Он разложил на столе карту и стал заниматься, отмеряя что-то циркулем и ведя подсчеты на бумаге. Перед ним лежал компас. Наконец он с довольным лицом встал из-за стола.
— Вы еще не спите? — спросил он меня. — Напрасно. Можете спать спокойно и видеть прекрасные сны. Завтра до сумерек мы будем в ближайшей деревне, а утром после завтрака вы увидите вашу семью.
Но вместо того, чтобы выполнить его благоразумный совет, я до рассвета пролежал с открытыми глазами. Мне не спалось. В голове у меня так и роились самые разнообразные мысли. То думалось, что скажет отец, как примет меня мать, как удивятся сестры. То приходили на память слова Васи… «Правда, правда, — думал я, — здесь мы были ничем не лучше волков. Нужно много работать, много учиться, чтобы наверстать задаром прожитые три года. Надо выучиться, трудиться и для других — надо стать человеком».
Очень рано, еще до рассвета все встали, напились чаю, поели, разделили провизию, взяв с собой пищи только на один день, а остальное оставили Васе и его товарищу.
Когда все было готово, я подошел к своему другу проститься и не мог удержаться от слез. Я обнял его и заплакал. У Васи у самого были слезы на глазах и сильно дрожал голос, но он старался успокоить меня и далее подсмеивался над моей чувствительностью.
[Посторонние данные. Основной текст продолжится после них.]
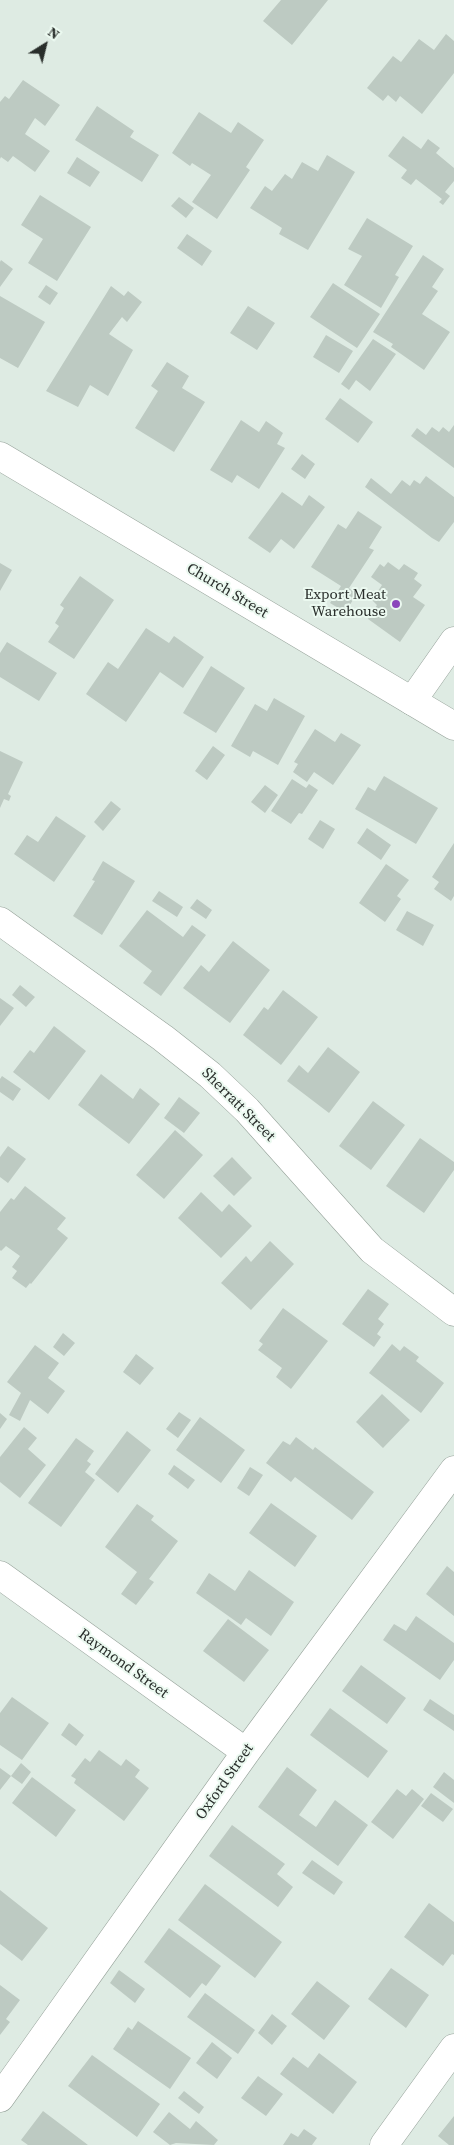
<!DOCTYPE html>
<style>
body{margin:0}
#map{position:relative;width:454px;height:2145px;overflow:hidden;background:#deebe3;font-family:"Source Serif 4",serif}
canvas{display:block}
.north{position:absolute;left:20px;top:20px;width:50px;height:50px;-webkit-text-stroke:4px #ebf9f0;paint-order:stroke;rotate:36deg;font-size:14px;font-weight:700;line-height:20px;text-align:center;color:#292e2b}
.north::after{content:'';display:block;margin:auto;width:18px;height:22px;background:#292e2b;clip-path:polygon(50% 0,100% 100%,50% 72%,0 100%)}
</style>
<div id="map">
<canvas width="454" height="2145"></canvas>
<div class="north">N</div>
</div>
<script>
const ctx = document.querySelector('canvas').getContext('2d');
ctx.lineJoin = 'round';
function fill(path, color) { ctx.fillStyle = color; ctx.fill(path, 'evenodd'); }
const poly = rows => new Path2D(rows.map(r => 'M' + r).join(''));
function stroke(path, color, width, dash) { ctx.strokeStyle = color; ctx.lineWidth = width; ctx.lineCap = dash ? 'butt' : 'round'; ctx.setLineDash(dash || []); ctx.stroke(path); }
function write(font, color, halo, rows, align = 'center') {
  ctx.font = font + ' "Source Serif 4",serif'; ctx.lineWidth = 4; ctx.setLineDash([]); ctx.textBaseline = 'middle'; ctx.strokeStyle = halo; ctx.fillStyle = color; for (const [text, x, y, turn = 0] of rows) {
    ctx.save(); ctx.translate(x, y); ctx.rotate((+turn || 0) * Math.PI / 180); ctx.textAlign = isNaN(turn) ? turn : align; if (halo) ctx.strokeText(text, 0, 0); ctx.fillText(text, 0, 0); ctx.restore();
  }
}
const building = poly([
 [281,0,328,0,292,45,263,21],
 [446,34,454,41,454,73,422,114,400,96,396,102,388,95,383,101,367,88,393,56,401,62,419,39,434,50],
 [23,80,60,105,45,126,35,118,25,134,50,151,35,172,13,156,8,162,1,157,0,159,0,102,5,96,9,99],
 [97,106,134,131,130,137,159,155,142,182,75,140],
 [199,112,231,133,238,122,264,140,246,167,250,170,217,219,192,202,211,175,192,163,190,166,172,153],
 [403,136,421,149,428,139,440,148,436,153,454,168,454,181,445,192,450,196,443,205,439,202,442,199,416,179,411,185,401,178,407,170,388,156],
 [327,155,355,172,308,250,279,234,282,228,250,208,265,186,272,191,285,174,292,179,302,162,318,171],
 [77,157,100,172,90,187,67,173],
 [40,195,91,227,57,281,28,263,43,239,21,225],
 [179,197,194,208,186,218,171,206],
 [367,218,413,246,395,275,399,277,381,308,344,285,362,256,348,249],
 [187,234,212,251,202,266,177,248],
 [423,255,444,269,432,287,438,291,422,314,450,332,424,370,391,347,393,344,373,332],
 [1,260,13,269,0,287,0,262],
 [333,283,380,314,357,348,310,317],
 [46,285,58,293,50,305,38,297],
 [111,286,124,296,128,291,142,302,127,322,122,317,109,334,133,350,108,396,90,385,78,407,46,391],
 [0,296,45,322,18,368,0,358],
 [248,306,275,323,257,350,230,333],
 [326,335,353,351,339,373,313,357],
 [373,339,396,354,370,391,356,380,349,390,341,384],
 [167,362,189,376,182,388,205,402,174,452,135,428,158,391,151,386],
 [340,398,373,422,358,443,325,419],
 [241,420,259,432,266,421,283,433,277,444,285,448,259,489,237,475,232,483,210,470],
 [454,425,454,468,411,436,417,428,426,435,432,427,439,432,443,427,449,432],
 [302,454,315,464,305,479,291,469],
 [426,476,454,497,454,522,439,542,432,538,365,487,371,478,391,494,402,480,410,486,414,480,420,484],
 [282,492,302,506,309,495,325,507,294,549,281,539,270,553,248,538],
 [358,511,382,527,369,548,374,550,349,588,357,594,345,612,330,603,341,586,311,567,338,524,346,529],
 [388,562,399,570,404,564,418,573,414,579,422,585,413,597,425,605,400,642,368,619,377,605,372,600,382,585,371,577,380,564,384,567],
 [0,563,12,570,0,591],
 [80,576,114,600,74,659,48,642,59,626,55,623,64,608,60,605],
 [146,628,169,643,174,636,204,657,183,688,160,672,126,722,86,694,108,662,118,669],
 [7,642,57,673,39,701,0,677,0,653],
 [211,666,245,688,216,733,183,713],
 [274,698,305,716,278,765,253,751,250,757,231,746,255,704,267,711],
 [315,729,335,742,341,733,361,745,333,785,314,772,307,782,293,772,298,764,294,762],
 [213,746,225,755,207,780,195,771],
 [0,751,23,762,8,794,11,796,9,801,4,799,0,808],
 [384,776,438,808,416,844,355,809,368,787,375,791],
 [292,779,306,788,309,784,318,790,302,814,299,813,291,824,271,811],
 [265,785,278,795,265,813,251,802],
 [111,801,121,809,103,831,94,822],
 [56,816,86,836,54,882,14,854,27,835,38,842],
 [320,820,335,829,323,849,308,839],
 [367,828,391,845,381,860,357,843],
 [454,843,454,896,451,901,434,889,439,882,432,877],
 [103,861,135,881,102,935,73,916,95,881,92,880],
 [386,864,409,880,397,896,401,899,385,922,359,903],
 [159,891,183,907,177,917,152,901],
 [197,899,212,910,206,919,190,908],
 [147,910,183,937,192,925,206,935,161,996,143,983,152,971,119,946],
 [407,911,434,925,423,946,396,930],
 [233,941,270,970,230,1023,183,988,201,965,209,972],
 [20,985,35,997,26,1007,12,995],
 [283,990,318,1017,281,1065,243,1035,264,1007,268,1010],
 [0,998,14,1008,0,1026],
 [54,1026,86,1051,49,1100,13,1072,30,1050,34,1053],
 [328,1047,360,1072,329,1113,287,1081,299,1065,308,1073],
 [101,1074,133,1099,140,1088,160,1104,129,1144,78,1105],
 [2,1076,21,1089,13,1101,0,1092,0,1079],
 [179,1097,200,1113,184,1133,164,1118],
 [373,1101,405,1125,371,1170,339,1146],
 [175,1130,203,1155,164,1199,136,1175],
 [420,1138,454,1162,454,1170,424,1213,386,1186],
 [8,1146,26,1159,8,1183,0,1177,0,1157],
 [232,1157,252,1178,234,1196,213,1176],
 [25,1186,66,1218,57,1229,68,1238,31,1284,30,1283,26,1288,12,1278,17,1271,12,1267,20,1256,6,1246,1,1251,0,1250,0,1212,11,1198,14,1200],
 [201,1192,222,1212,229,1204,252,1226,221,1258,178,1218],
 [270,1241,294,1264,251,1310,221,1283,246,1256,251,1262],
 [368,1289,389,1304,378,1319,384,1324,377,1334,381,1337,374,1347,342,1324],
 [283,1308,328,1341,291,1389,276,1377,282,1368,258,1350,263,1344,259,1341],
 [63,1333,75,1343,64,1356,53,1347],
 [392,1344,400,1351,404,1346,419,1357,416,1361,444,1383,421,1413,369,1373],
 [35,1345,59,1363,48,1378,65,1391,48,1414,30,1400,20,1421,9,1415,21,1393,7,1382],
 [136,1354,154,1368,140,1385,123,1372],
 [382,1394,410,1420,383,1448,356,1422],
 [179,1412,191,1420,178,1438,166,1429],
 [0,1413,7,1419,0,1429],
 [200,1417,245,1450,221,1483,176,1450],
 [24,1427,37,1438,28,1449,46,1465,20,1498,0,1482,0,1457],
 [127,1431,151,1450,118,1493,95,1474],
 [296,1437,313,1450,315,1447,374,1492,352,1520,295,1477,291,1482,266,1463,283,1441,290,1445],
 [76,1438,94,1451,87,1461,91,1464,85,1472,95,1480,61,1527,28,1503],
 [174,1465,195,1480,188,1489,168,1474],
 [250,1467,263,1475,249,1496,237,1488],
 [271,1503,317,1536,295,1567,249,1533],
 [137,1504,154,1516,151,1520,178,1541,149,1579,154,1582,136,1605,121,1594,137,1572,105,1547],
 [447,1566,454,1572,454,1616,426,1594],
 [249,1570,294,1602,271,1636,246,1618,241,1625,196,1593,209,1573,235,1591],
 [416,1616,454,1643,454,1660,440,1680,383,1640,394,1624,406,1631],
 [228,1619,269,1650,244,1682,203,1651],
 [361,1665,406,1698,387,1724,342,1691],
 [12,1697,49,1723,22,1760,0,1745,0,1713],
 [430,1699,454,1715,454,1731,423,1710],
 [330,1708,388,1751,368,1778,310,1735],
 [69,1723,84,1735,76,1746,61,1735],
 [99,1750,121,1766,126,1759,140,1770,135,1777,149,1788,124,1821,74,1783,76,1779,71,1776,85,1758,90,1762],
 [21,1763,31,1772,22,1784,11,1776],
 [287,1767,317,1790,299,1815,316,1827,335,1800,368,1825,338,1866,258,1807],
 [0,1768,11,1776,0,1790],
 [444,1772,454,1780,454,1803,433,1787],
 [32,1777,76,1810,56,1837,12,1803],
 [397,1789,406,1796,412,1789,424,1799,393,1839,371,1822],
 [431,1793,453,1809,443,1822,421,1806],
 [232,1825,285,1864,277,1874,293,1887,278,1907,209,1856],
 [312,1860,343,1882,334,1895,302,1873],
 [205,1884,282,1942,255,1978,178,1920],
 [0,1890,48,1928,22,1961,0,1944],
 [429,1903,454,1922,454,1955,452,1954,443,1966,404,1937],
 [169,1928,221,1966,206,1986,202,1983,190,1998,144,1962],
 [391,1968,429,1995,406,2028,368,1999],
 [119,1970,145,1989,135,2003,110,1983],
 [317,1981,350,2006,324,2040,291,2014],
 [0,1985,20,2000,6,2019,10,2022,0,2035],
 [205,1993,255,2030,238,2054,187,2017],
 [272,2014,287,2026,272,2045,258,2033],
 [138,2021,191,2058,170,2089,113,2049,128,2027,132,2030],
 [212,2042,232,2058,217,2079,196,2063],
 [319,2053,357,2082,333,2114,280,2074,293,2057,308,2068],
 [92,2055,160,2104,137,2137,68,2086],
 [258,2076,283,2094,266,2116,241,2098],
 [184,2091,204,2107,199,2114,178,2098],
 [43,2111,88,2145,28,2145,21,2140],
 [169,2112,190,2129,196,2121,218,2140,214,2145,176,2143,170,2145,153,2132],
 [454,2116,454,2145,449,2145,438,2136],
 [304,2129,317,2138,312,2145,283,2145,291,2133,298,2137]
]);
const minor = poly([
 [412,701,454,641],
 [0,921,163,1038,210,1075,247,1110,372,1250,454,1312],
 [0,1575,246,1752],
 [0,2098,246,1752,454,1470],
 [384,2145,454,2048]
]);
const tertiary = poly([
 [0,456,454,726]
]);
const markers = [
 [396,604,5,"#8b47bb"]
];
const streetNames = [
 ["Church Street",227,591,31],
 ["Sherratt Street",238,1105,45],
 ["Raymond Street",123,1664,36],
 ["Oxford Street",225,1782,-55]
];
const poiNames = [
 ["Export Meat",386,595],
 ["Warehouse",386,612]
];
fill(building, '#bdcac2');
stroke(minor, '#95a199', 29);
stroke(tertiary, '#95a199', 29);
stroke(minor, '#fff', 28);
stroke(tertiary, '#fff', 28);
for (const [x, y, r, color] of markers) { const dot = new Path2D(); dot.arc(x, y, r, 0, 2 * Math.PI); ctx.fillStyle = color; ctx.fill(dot); stroke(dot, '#ebf9f0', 2); }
write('15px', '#292e2b', '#ebf9f0', streetNames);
write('15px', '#292e2b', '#ebf9f0', poiNames, 'right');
</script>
— Полноте, Сергей Александрович, — говорил он сквозь слезы, — ведь не на век мы прощаемся. Через неделю свидимся, а там что Бог даст.
Я взял с него слово быть очень осторожным, и мы отправились.
Федор Федорович шел впереди, часто поглядывая то на карту, то на компас. До начала сумерек мы действительно добрались до какой-то деревни.
Встретивших нас крестьян очень удивлял мой волчий наряд, а рассказ о моей жизни в лесу, видимо, внушал им участие и, право, не знаю, это ли чувство, или громкое покрикивание лесничего заставило их очень быстро снарядить для нас крытые сани, тройку бодрых лошадей и лихого кучера. Мы тотчас же отправились в путь, три раза ночью меняли лошадей и на рассвете въехали в наше село.
Оно во многом переменилось, но я тотчас узнал его, отчасти по сильному биению моего сердца.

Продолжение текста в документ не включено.